Toughening Brittle Poly(ethylene Furanoate) with Linear Low-Density Polyethylene via Interface Modulation Using Reactive Compatibilizers

Among various biorenewable polymers, poly(2,5-ethylene furandicarboxylate) (PEF) has a large potential to replace fossil-based poly(ethylene terephthalate) (PET) for different applications. However, despite showing better gas barrier properties compared to PET, the inferior mechanical properties of PEF hinder its potential applications. This study reports the toughening of PEF with linear low-density polyethylene (PE) via melt blending by reactive compatibilization at the polymer-polymer interface and benchmarking against similar PET/PE blends. The wettability and spreading coefficient predictions indicate a preferable location of the ternary component (styrene-ethylene/butylene-styrene-graft-maleic anhydride (SEBS-g-MA) or polyethylene-graft-maleic anhydride (PE-g-MA)) along the PEF/PE interface. The interfacial ternary component (concentration and type) exhibited substantial effects on the PEF/PE morphology, altering it from a very coarse incompatible structure to a dispersed morphology for SEBS-g-MA, and fibrillar and cocontinuous morphologies for PE-g-MA. The morphology change in the blends is attributed to reactive compatibilization between the anhydride group of the compatibilizer and the hydroxyl end-group in PEF at the interface.

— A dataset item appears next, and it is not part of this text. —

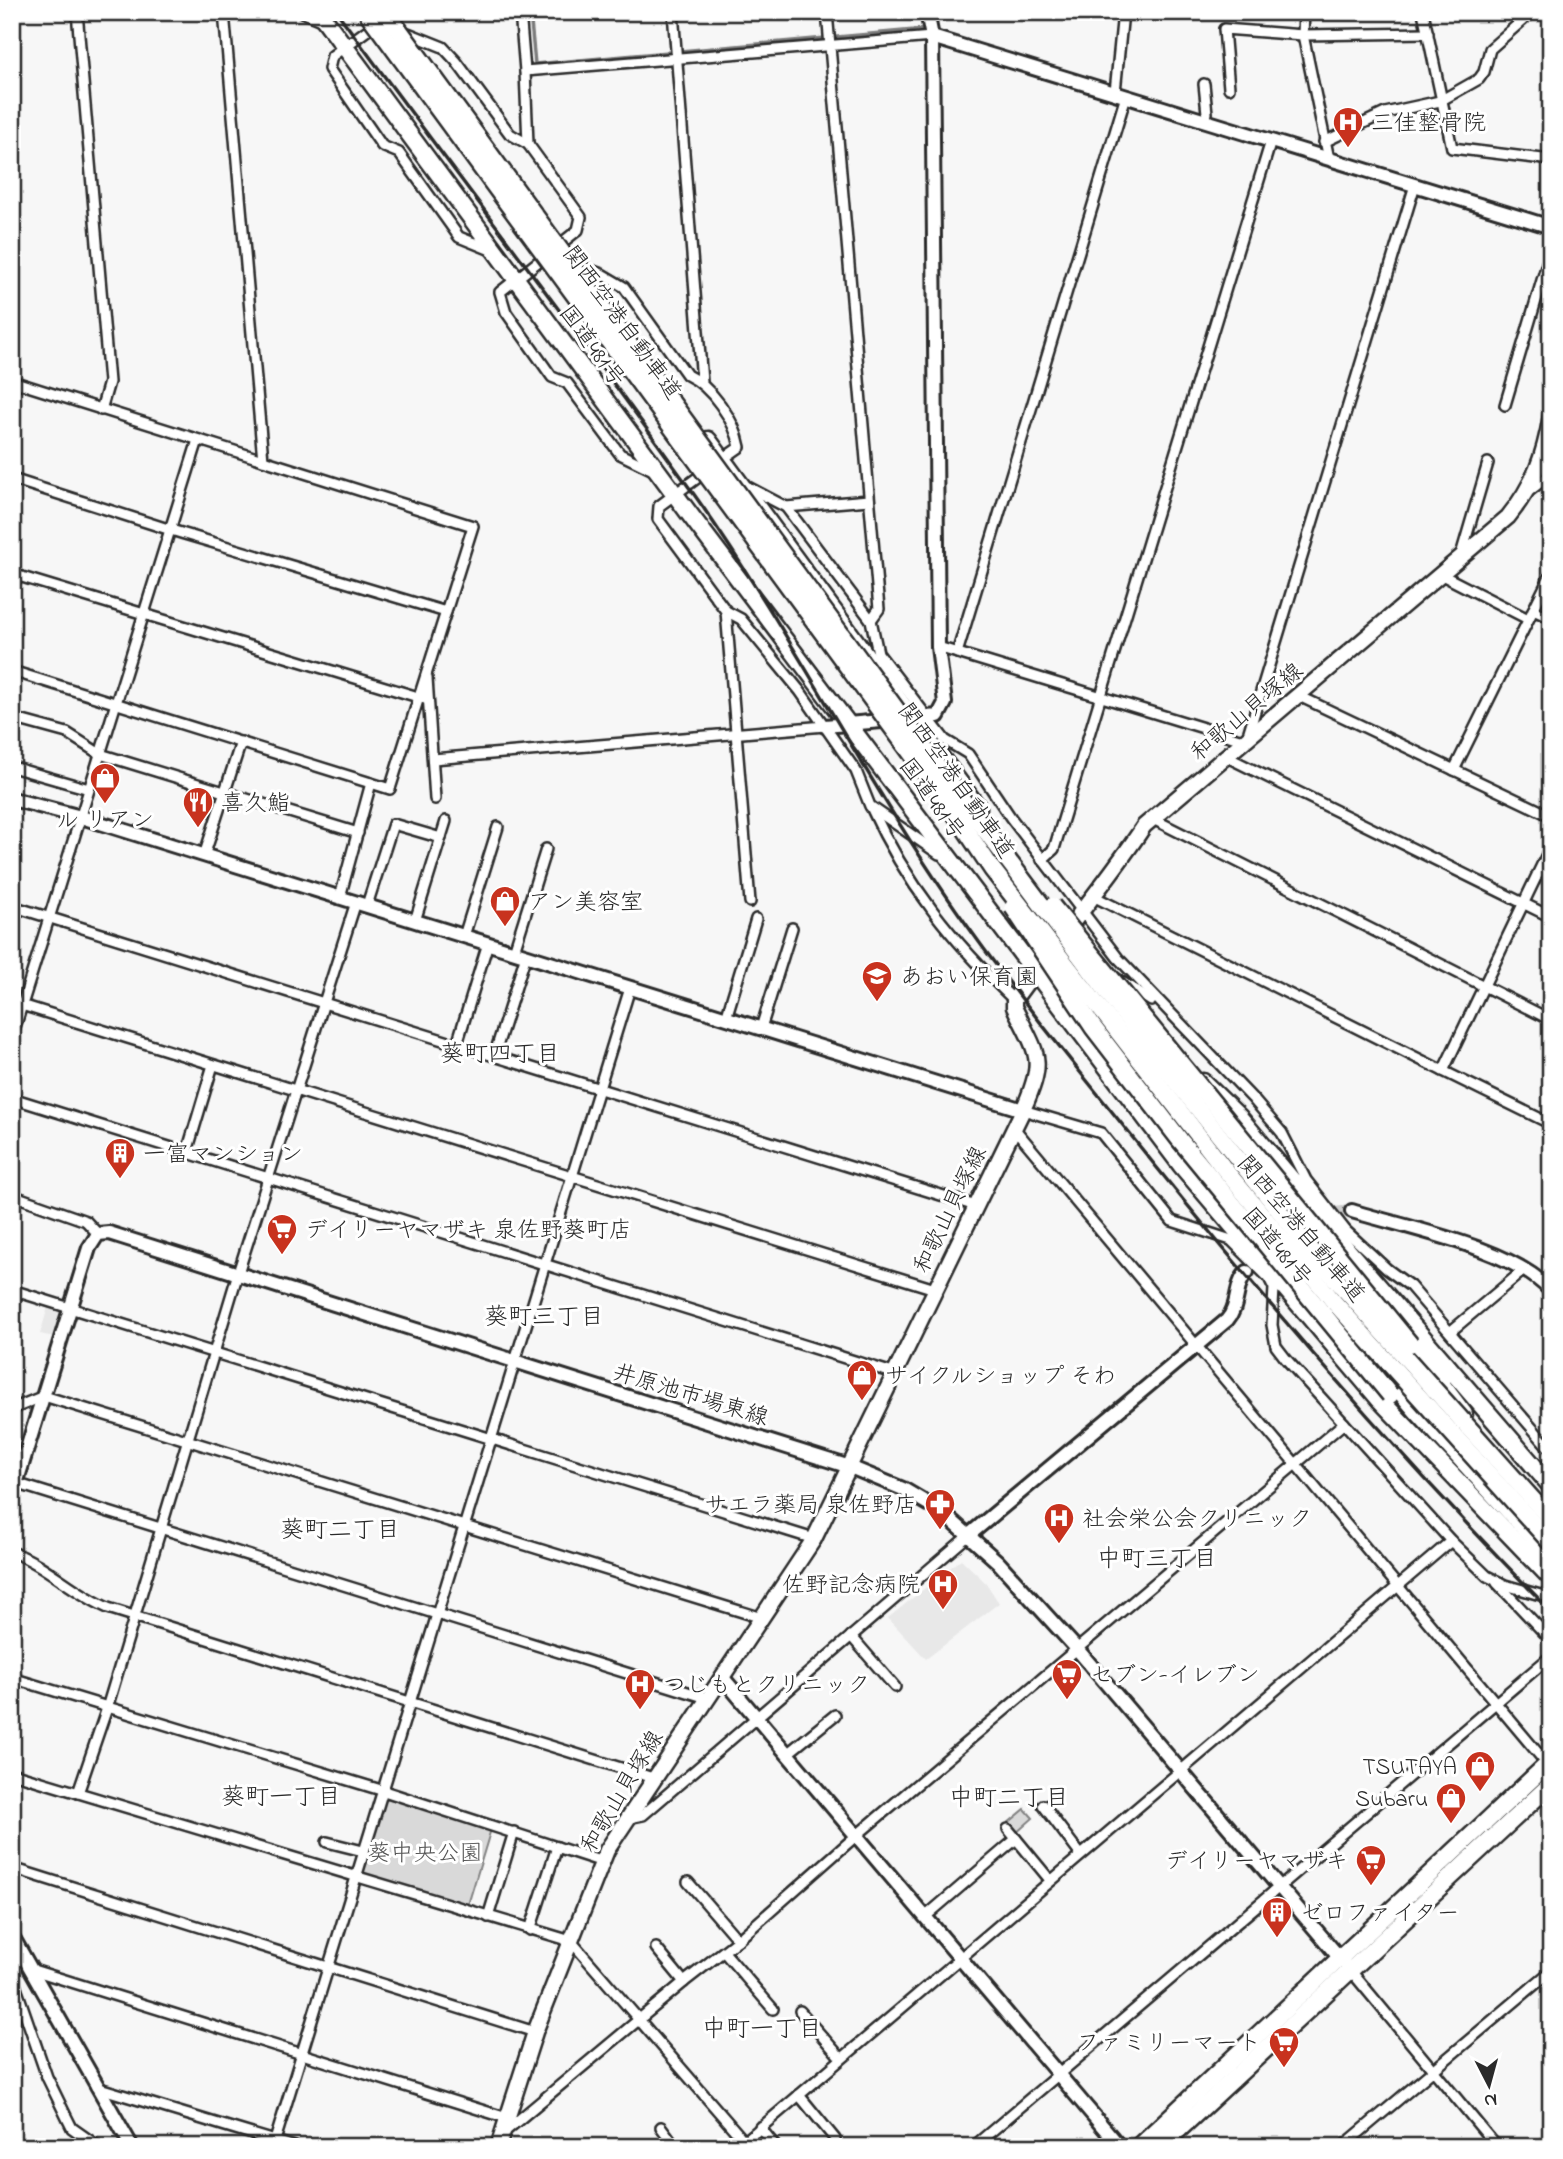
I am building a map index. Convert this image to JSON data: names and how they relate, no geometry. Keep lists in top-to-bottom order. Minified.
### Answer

The SEBS-g-MA compatibilized blends exhibited enhanced ductility, as the elongation at break substantially increased with increasing compatibilizer loading, resulting in an 800% increment in the elongation at break and 250% in the tensile toughness compared to those of the neat PEF. These improvements may open new applications of biobased PEF flexible materials for the packaging industry.